Member of the Virginia House of Delegates from the Page and Warren counties district
- In office 1949–1965

Personal details
- Born: Charles Daniel Price
- Died: April 22, 1974 Charlottesville, Virginia, U.S.
- Resting place: Alma Lutheran Church Cemetery
- Party: Democratic
- Spouse(s): Mary Evelyn Grove ​(died 1959)​ Lennis Shoemaker Thrower ​ ​(m. 1965; died 1965)​
- Alma mater: University of Virginia
- Occupation: Politician; farmer; bank president;

= Charles D. Price =

American politician (died 1974)

Charles Daniel Price (died April 22, 1974) was an American politician from Virginia. He served as a member of the Virginia House of Delegates from 1949 to 1965.

==Early life==
Charles Daniel Price graduated from the University of Virginia. His brother was Roanoke commonwealth's attorney Samuel R. Price.

==Career==
Price was a member of the Page County School Board for 16 years. He was a livestock farmer in Page County, Virginia. He was president of the Virginia State Canners Association. He owned the Alma Cannery and was known for growing tomatoes in Page County.

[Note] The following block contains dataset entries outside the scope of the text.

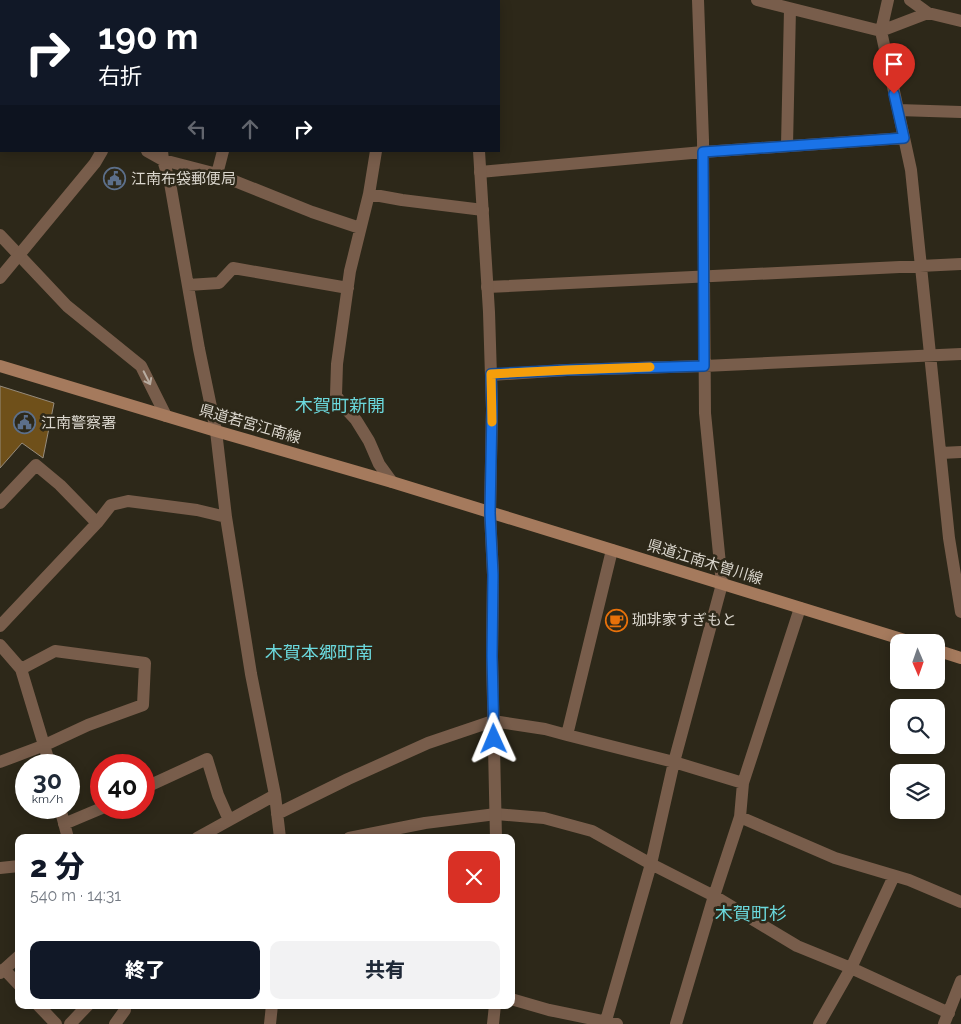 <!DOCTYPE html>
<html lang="ja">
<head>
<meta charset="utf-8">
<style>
	body { margin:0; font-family:Raleway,"Noto Sans JP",sans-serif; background:#f2f2f3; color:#1f2937; height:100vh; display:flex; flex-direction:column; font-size:19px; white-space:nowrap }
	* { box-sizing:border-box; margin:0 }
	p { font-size:16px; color:#747a83 }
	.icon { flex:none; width:28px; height:28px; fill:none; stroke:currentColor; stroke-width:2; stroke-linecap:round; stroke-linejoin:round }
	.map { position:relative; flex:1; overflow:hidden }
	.sheet { position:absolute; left:15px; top:834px; width:500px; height:175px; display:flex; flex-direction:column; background:#fff; border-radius:10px; box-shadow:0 2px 12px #0003 }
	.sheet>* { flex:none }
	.banner { position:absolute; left:0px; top:0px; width:500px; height:152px; box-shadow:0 2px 12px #0003; background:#111827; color:#fff; overflow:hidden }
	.needle { width:32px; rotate:178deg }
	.fabs { position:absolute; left:890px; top:634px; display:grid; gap:10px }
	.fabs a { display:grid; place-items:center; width:55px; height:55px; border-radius:10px; background:#fff; box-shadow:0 2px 12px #0003; font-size:25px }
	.speed { position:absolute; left:15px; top:754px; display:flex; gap:10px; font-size:25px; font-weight:700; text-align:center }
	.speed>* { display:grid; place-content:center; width:65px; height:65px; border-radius:50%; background:#fff; box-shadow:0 2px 12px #0003; line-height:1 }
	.speed small { font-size:12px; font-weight:400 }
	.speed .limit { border:8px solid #d22; background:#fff; color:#111 }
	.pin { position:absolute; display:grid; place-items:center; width:42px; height:42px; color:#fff; margin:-51px -21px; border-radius:50% 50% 50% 0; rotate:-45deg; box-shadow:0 0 5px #0007 }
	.pin .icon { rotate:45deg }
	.me { position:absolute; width:55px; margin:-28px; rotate:359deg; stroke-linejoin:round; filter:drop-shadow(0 0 4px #0008) }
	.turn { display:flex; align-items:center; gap:18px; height:105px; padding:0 15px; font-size:22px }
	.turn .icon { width:65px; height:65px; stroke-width:2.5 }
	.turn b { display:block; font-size:35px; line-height:42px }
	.lanes { display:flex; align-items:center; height:48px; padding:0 15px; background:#0003; justify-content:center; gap:25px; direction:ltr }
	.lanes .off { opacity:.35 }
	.round { display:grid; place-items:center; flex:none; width:52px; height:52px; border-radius:10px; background:#f2f2f3 }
	.headline { display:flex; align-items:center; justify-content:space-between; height:85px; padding:0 15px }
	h1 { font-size:30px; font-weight:800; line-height:38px; color:#111827 }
	.primary-button { display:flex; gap:10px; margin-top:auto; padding:10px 15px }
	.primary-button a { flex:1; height:58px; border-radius:10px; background:#111827; color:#fff; font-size:20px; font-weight:800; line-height:58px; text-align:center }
	.primary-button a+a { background:#f2f2f3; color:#1f2937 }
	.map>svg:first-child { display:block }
</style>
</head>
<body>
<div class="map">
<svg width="961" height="1024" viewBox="0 0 961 1024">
	<rect width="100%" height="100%" fill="#2d2819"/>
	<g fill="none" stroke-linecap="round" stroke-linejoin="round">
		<path stroke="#031c29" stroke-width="22" d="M307,1L309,0
			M0,68L1,67"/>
	</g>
	<path fill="#6f501a" stroke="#968b7c" d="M0,386L54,403L43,458L22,443L0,468Z"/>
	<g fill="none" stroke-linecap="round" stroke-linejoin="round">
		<path stroke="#785d4b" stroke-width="12" d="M757,0L881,31L928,13
			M888,0L881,31L911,170L949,538L961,612
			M910,0L928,13L961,21
			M153,1V0
			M898,110L961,112
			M787,145L790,9
			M147,151L163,160L217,174L312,212L360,228
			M162,151L163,160L170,183L199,349L216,431L226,517L251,674L275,795L280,838
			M376,151L369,194L350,271L337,364L336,395L344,407L356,420L369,441L379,464L392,482
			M480,172L703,152L904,138
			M217,174L223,151
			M369,194L402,200L483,210
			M0,235L67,306L141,366L166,416
			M188,285L219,283L233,268L348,288
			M487,287L961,264
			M491,375L567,370L704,366L961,354
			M941,453L961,452
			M0,503L36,465L60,485L97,523L0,626
			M97,523L111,505L128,501L197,510L226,517
			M0,645L21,669L50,765
			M567,735L612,550
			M0,762L45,745L88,725L143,705L145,663L55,651L21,669
			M144,788L207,759L218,795L229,820
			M60,808L68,838
			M277,814L348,779L428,743L493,721L545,729L567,735L674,762L743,783
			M740,817L835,858L909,880L961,902
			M64,824L102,808
			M197,838L275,795
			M349,838L425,823L496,814L544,818L592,831L651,864L714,896L797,946L851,968L949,1013
			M0,868L19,866
			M4,969L19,985
			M0,973L19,956
			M511,999L549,1010L617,1024
			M38,1005L56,1024
			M70,1024L88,1005
			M115,1024L125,1010
			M270,1024L272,1005
			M605,1024L651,864L674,762L722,584L705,413L703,140L698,0
			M676,1024L714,896L740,817L743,783L800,608
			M819,1024L851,968L894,876
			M944,1024L961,981"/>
		<path stroke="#785d4b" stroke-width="12" d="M466,0V1
			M372,1L374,0
			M479,151L489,312L492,409L490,513L493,575L492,657L496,838
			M0,278L95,163L102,151
			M493,1024L495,1005"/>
		<path stroke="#a57a5d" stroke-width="12" d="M0,366L216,431L392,482L911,642
			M936,650L961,658"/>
	</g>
	<defs><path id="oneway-shaft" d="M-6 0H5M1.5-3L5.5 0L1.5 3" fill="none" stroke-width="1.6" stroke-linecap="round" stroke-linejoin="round" transform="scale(1.25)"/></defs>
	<use stroke="#b8aca0" href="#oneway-shaft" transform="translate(147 378) rotate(63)"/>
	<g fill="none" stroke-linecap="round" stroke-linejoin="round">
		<defs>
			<path id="route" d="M494,739L492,656L493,575L490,513L492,409L491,374L567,370L704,366L703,152L904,138L894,94"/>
		</defs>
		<use href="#route" stroke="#114b97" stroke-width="12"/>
		<use href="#route" stroke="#1a73e8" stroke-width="9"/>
		<path stroke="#f59e0b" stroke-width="9" d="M492,422L491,374L567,370L650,367"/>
	</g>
	<defs>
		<symbol id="civic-ring" viewBox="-11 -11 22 22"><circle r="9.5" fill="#2d2819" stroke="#5c6f8a" stroke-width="1.5"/><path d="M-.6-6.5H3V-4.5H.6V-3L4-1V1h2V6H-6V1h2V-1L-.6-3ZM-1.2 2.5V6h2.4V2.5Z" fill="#5c6f8a"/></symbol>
		<symbol id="cafe-ring" viewBox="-11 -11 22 22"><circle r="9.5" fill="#2d2819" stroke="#e8710a" stroke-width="1.5"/><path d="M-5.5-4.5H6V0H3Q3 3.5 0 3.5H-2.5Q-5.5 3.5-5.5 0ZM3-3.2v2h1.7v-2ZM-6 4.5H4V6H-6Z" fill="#e8710a"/></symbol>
	</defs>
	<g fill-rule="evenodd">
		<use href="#civic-ring" x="102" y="166" width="25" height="25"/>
		<use href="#civic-ring" x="12" y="410" width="25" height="25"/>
		<use href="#cafe-ring" x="604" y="608" width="25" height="25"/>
	</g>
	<g text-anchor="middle" stroke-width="5" stroke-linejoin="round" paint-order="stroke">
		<g font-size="15" fill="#dad6cd" stroke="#2d2819" text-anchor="start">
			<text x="131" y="184">江南布袋郵便局</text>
			<text x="41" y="428">江南警察署</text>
			<text x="632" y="625">珈琲家すぎもと</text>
		</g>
		<g font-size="15" fill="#dad6cd" stroke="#2d2819">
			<text transform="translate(250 424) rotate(16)" y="5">県道若宮江南線</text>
			<text transform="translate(705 562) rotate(17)" y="5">県道江南木曽川線</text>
		</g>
		<g font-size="18" fill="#6bd8dc" stroke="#2d2819">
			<text x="340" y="412">木賀町新開</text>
			<text x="319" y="659">木賀本郷町南</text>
			<text x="751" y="920">木賀町杉</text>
		</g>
	</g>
</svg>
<div class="fabs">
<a><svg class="needle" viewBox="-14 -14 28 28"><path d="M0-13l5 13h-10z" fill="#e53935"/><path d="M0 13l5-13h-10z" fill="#747a83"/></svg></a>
<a><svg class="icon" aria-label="search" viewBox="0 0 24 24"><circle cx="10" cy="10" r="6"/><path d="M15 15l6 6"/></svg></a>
<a><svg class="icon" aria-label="layers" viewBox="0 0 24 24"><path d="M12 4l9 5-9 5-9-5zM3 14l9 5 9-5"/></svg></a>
</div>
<div class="speed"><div>30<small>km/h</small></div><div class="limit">40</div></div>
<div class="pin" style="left:894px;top:94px;background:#d93025"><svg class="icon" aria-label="arrive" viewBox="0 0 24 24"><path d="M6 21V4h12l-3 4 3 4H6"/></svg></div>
<svg class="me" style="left:494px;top:739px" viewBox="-20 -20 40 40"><path d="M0-17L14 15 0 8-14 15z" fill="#1a73e8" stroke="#fff" stroke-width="4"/></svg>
<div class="banner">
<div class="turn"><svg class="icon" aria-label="right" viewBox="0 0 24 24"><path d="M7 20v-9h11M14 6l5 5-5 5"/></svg><div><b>190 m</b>右折</div></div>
<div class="lanes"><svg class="icon off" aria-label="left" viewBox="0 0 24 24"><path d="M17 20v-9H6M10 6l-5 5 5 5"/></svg><svg class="icon off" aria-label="ahead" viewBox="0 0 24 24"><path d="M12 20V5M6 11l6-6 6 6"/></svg><svg class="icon" aria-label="right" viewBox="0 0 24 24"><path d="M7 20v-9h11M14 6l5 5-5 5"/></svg></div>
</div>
<section class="sheet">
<div class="headline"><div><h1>2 分</h1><p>540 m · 14:31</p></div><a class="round" style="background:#d93025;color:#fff"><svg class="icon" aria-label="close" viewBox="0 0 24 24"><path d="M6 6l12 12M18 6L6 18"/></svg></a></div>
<div class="primary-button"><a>終了</a><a>共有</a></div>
</section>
</div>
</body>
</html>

Price was a Democrat. He served in the Virginia House of Delegates, representing Page and Warren counties, from 1949 to 1965. In 1965, he did not seek re-election. He served on the Page County Democratic committee. He was elected as a delegate to the 7th district convention.

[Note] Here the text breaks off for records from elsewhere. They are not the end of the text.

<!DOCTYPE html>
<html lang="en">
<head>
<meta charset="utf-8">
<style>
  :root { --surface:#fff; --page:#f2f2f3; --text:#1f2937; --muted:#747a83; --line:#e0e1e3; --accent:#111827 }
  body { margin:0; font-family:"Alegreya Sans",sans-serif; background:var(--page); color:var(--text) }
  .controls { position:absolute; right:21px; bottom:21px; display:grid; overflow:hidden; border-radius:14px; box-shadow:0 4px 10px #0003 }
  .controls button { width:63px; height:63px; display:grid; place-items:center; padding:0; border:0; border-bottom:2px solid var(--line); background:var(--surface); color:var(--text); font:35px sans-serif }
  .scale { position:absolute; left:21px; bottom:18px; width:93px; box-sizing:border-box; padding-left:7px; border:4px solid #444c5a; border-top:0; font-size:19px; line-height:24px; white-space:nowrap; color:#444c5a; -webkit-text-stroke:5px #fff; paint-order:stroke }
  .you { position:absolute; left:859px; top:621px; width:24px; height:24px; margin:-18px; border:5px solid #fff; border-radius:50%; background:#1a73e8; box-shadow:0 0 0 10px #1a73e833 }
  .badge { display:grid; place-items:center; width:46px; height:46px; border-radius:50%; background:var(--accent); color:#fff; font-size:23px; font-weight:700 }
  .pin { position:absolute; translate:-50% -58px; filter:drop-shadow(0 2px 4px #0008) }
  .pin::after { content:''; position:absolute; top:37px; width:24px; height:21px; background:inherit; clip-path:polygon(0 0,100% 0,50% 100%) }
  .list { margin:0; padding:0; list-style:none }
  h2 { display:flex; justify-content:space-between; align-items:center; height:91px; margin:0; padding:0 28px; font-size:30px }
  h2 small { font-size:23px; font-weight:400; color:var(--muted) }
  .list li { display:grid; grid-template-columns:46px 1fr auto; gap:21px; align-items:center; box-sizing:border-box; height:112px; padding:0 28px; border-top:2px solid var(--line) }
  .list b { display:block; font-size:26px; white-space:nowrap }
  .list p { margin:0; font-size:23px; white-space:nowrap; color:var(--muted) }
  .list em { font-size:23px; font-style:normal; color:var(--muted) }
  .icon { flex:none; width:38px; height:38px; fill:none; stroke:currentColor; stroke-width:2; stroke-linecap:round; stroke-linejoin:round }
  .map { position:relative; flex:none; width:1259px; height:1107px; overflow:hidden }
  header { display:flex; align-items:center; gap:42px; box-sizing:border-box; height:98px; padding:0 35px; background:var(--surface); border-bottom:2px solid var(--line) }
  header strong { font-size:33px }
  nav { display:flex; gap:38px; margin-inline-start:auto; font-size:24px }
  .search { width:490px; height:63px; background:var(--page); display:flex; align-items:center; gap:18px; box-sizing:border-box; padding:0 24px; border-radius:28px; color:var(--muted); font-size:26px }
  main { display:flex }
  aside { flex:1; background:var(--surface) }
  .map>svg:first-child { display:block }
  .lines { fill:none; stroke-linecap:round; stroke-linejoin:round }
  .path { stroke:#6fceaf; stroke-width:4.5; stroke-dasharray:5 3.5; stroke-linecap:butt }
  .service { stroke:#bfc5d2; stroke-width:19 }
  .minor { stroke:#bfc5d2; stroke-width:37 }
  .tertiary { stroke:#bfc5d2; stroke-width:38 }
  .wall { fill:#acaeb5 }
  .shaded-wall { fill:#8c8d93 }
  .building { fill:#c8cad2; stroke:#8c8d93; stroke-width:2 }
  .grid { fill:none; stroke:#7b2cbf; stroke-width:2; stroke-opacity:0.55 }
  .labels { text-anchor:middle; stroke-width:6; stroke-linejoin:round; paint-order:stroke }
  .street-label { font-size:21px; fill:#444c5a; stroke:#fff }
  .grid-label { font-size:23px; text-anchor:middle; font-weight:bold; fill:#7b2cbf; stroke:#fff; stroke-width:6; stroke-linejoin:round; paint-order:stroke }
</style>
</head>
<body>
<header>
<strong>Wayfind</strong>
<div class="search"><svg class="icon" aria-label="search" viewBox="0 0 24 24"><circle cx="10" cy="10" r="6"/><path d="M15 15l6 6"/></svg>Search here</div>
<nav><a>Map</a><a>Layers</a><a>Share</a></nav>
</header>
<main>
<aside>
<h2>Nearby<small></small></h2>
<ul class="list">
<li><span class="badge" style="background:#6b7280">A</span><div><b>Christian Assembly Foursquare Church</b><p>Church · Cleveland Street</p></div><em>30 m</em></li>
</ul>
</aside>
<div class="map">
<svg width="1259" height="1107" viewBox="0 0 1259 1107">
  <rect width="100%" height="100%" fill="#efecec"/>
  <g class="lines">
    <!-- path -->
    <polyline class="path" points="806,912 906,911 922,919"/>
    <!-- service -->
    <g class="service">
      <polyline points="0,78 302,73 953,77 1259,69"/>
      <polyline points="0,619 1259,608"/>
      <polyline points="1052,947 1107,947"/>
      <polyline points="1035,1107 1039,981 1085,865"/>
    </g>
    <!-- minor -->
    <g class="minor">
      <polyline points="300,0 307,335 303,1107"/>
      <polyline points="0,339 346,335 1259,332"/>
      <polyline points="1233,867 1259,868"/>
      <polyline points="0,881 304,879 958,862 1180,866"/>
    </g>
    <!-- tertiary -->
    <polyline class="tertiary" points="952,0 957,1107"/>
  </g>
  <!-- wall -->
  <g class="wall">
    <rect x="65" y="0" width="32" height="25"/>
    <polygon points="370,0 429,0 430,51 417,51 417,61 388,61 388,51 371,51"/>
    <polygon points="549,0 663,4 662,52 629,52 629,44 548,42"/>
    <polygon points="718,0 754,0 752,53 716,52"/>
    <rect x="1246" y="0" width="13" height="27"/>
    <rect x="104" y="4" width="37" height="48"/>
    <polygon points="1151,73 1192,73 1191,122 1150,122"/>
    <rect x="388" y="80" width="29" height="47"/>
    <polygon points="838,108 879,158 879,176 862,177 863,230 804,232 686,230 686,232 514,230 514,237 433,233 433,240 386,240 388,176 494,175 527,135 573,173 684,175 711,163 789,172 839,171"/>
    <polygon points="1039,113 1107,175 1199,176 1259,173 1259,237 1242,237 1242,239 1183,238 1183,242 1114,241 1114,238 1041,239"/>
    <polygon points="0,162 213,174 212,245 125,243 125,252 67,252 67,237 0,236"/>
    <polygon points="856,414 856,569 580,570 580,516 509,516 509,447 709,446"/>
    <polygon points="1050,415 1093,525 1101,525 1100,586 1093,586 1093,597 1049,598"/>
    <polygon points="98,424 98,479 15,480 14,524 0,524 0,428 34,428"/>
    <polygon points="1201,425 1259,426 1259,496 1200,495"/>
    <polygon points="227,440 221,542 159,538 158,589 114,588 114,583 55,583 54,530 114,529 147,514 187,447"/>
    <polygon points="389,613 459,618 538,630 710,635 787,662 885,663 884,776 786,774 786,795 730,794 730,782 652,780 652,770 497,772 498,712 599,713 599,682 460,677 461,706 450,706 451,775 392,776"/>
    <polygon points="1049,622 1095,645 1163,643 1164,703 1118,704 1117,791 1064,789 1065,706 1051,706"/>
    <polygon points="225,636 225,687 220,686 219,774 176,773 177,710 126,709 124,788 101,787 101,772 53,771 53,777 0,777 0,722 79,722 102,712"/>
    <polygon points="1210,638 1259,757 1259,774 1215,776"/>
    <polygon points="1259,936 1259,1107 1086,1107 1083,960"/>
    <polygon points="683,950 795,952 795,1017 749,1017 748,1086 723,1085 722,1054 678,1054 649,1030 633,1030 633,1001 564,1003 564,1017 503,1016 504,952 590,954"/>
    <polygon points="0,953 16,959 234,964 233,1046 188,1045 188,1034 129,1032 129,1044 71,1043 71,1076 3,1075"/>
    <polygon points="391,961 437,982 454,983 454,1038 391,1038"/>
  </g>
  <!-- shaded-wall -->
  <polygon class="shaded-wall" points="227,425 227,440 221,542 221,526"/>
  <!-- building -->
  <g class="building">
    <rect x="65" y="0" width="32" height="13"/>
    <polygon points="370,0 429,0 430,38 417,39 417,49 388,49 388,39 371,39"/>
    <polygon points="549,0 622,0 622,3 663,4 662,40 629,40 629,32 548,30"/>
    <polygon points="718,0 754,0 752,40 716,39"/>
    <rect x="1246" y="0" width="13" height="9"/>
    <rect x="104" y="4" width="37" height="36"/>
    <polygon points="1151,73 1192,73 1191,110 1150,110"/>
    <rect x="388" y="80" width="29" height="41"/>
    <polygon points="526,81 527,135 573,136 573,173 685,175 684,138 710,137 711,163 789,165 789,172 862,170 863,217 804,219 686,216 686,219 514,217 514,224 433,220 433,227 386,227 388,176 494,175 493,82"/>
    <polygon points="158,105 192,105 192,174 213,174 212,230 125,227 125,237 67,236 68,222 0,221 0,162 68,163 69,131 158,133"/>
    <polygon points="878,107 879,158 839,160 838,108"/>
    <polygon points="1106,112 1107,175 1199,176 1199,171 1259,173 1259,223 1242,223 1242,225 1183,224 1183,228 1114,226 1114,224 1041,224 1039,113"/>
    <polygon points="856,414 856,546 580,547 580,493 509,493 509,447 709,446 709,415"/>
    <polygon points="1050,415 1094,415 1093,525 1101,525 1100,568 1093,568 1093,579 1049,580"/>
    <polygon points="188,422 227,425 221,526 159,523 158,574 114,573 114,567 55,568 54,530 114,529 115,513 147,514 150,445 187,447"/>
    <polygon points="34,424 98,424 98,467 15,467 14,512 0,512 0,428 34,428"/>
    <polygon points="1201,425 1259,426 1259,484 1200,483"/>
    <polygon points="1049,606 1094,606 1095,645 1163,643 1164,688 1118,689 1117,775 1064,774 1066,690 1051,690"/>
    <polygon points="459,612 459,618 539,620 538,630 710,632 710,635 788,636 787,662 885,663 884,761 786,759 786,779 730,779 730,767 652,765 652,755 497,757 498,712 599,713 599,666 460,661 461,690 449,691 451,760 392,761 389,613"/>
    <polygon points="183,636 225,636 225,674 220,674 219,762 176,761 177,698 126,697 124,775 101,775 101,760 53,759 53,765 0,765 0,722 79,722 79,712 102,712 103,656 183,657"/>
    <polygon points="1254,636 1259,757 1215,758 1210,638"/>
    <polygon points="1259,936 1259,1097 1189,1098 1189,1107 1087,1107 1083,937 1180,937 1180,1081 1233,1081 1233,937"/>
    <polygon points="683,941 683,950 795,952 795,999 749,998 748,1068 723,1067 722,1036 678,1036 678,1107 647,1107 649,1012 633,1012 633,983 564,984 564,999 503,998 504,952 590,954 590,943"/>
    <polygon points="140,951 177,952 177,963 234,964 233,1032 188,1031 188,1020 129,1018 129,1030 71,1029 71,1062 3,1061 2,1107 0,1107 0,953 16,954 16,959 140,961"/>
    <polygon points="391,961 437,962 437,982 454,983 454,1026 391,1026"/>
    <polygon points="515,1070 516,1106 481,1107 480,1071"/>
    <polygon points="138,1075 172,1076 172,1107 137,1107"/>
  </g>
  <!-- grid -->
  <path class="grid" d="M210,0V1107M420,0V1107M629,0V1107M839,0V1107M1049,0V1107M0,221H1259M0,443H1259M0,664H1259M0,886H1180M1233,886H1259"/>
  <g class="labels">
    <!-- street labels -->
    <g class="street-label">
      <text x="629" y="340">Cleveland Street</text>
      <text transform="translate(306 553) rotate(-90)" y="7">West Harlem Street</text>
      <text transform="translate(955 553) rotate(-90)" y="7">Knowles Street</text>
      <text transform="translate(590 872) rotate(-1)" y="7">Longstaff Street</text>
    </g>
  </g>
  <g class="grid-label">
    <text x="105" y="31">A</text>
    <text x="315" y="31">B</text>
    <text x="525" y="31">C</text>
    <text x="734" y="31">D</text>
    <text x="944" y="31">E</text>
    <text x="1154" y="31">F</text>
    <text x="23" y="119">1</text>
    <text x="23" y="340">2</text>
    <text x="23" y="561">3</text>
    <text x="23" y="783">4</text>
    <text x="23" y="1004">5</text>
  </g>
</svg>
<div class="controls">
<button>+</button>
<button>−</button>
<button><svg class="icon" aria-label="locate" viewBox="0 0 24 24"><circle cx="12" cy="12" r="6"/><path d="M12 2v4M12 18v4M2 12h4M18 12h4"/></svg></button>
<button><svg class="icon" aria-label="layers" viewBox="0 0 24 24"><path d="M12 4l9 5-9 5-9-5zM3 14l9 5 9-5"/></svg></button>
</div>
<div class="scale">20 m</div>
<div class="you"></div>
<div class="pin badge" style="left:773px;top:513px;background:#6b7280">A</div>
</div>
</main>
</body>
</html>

Price was president of Farmers and Merchants National Bank in Stanley and the Shen Valley Meat Packers Cooperative in Timberville. He was Page County's representative in the State Board of Community Colleges original steering committee. From 1954 to 1966, he was a member of the board of visitors of the Virginia School for the Deaf and the Blind.

==Personal life==
Price married Mary Evelyn Grove. His stepdaughter was Doris Elaine. His wife died in 1959. He married Lennis (née Shoemaker) Thrower, daughter of Simeon Shoemaker, on April 30, 1965. She died in August 1965. He lived in Alma.

Price had a heart attack and died the following day, April 22, 1974, aged 78 or 79, at University of Virginia Hospital in Charlottesville. He was buried in Alma Lutheran Church Cemetery.

==Legacy==
In 1969, the Virginia School for the Blind and Deaf named a boys' dormitory in his honor.